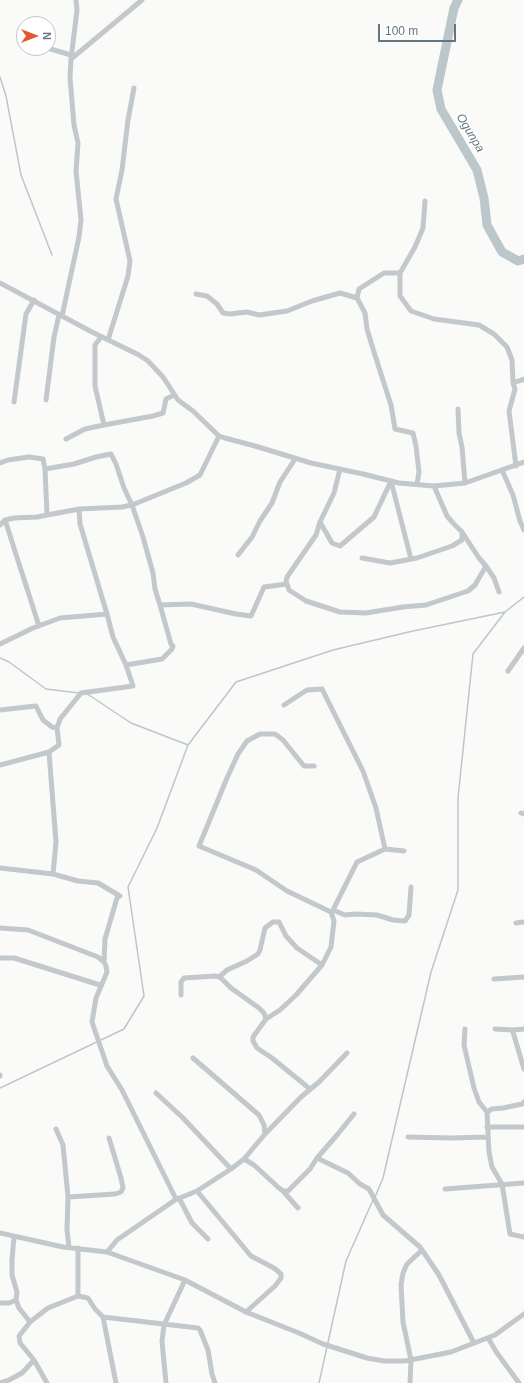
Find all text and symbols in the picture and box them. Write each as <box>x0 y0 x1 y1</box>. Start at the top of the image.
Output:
north arrow <box>16 16 56 56</box>
scale bar <box>380 16 458 42</box>
text: 100 m <box>385 24 418 38</box>
text: N <box>41 32 53 40</box>
water label: Ogunpa <box>453 111 487 155</box>

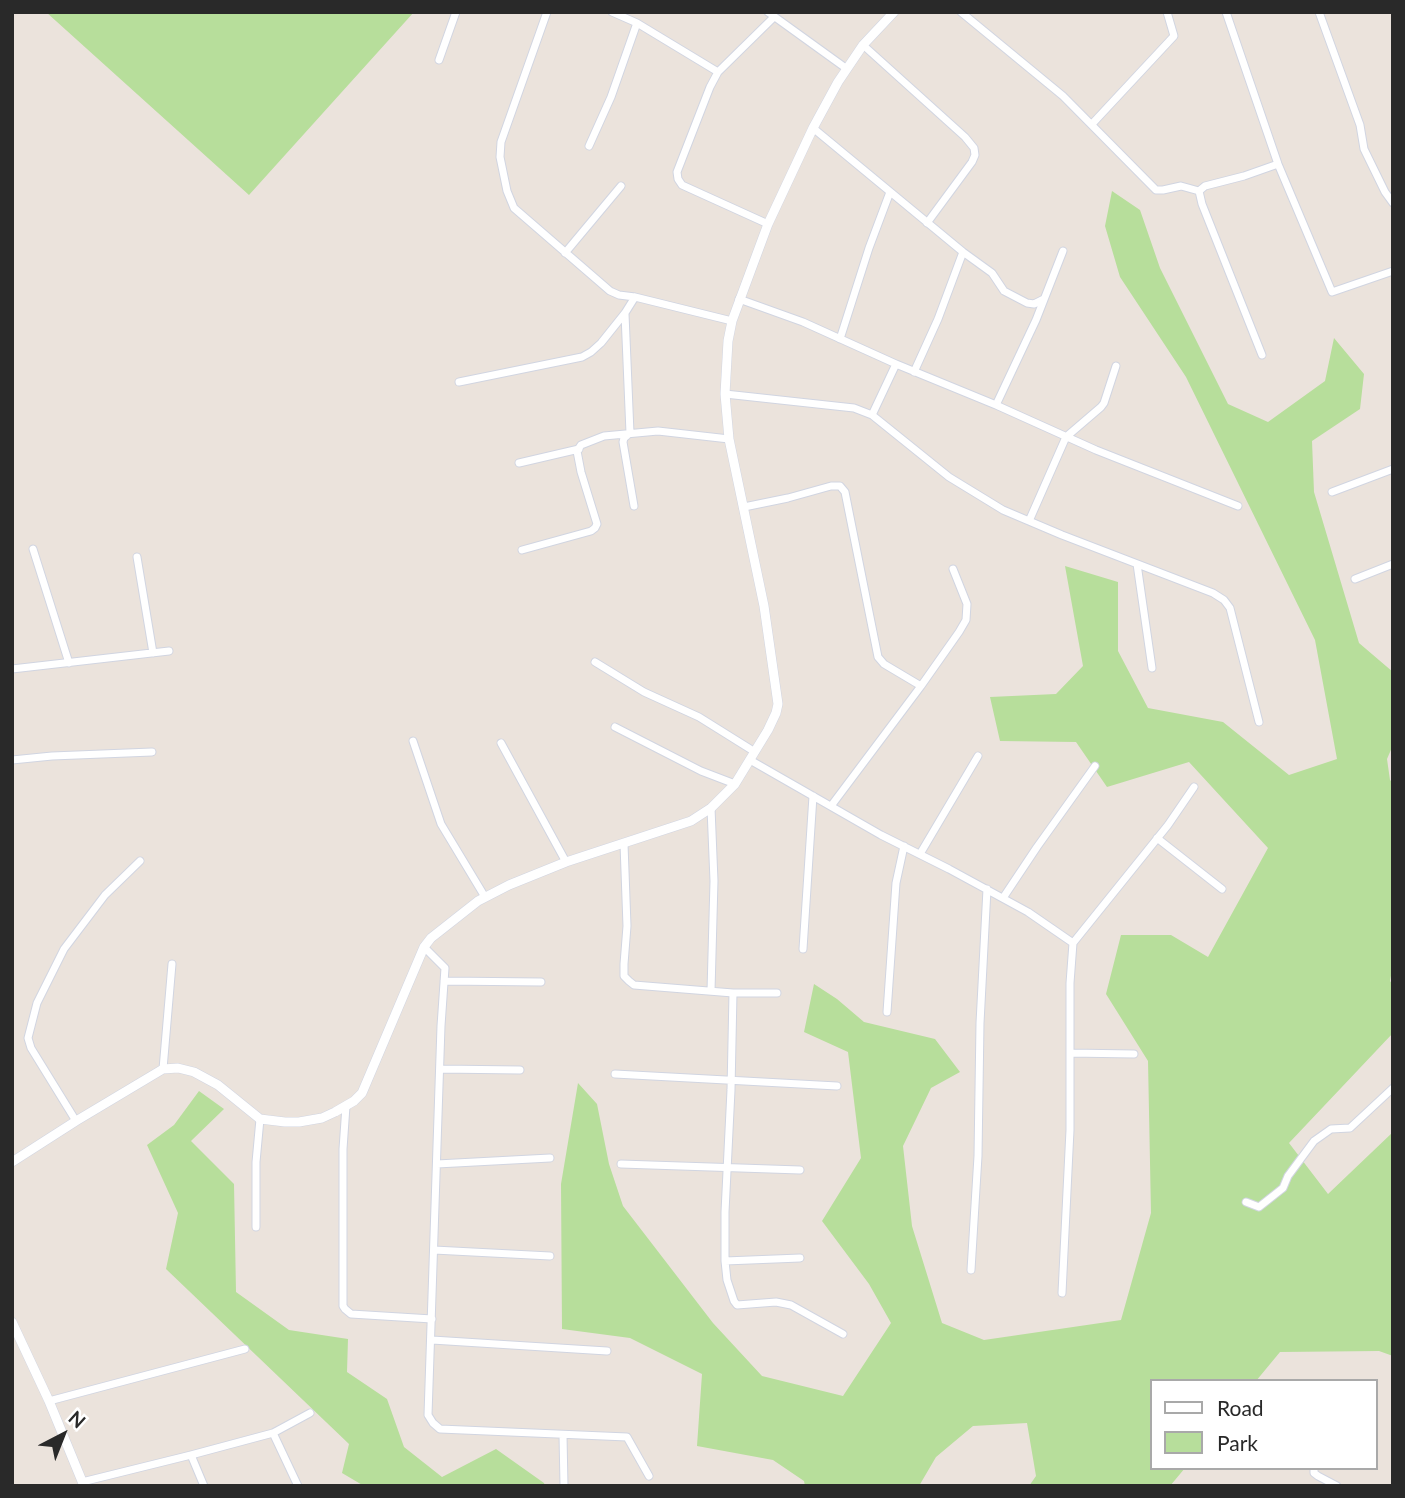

========

Reproduce all the records verbatim, excluding images.

Find all text and symbols in the picture and box them. Write each as <box>x0 y0 x1 y1</box>. Start at the top of the image.
Output:
north arrow <box>16 16 56 56</box>
scale bar <box>380 16 458 42</box>
text: 100 m <box>385 24 418 38</box>
text: N <box>41 32 53 40</box>
water label: Ogunpa <box>453 111 487 155</box>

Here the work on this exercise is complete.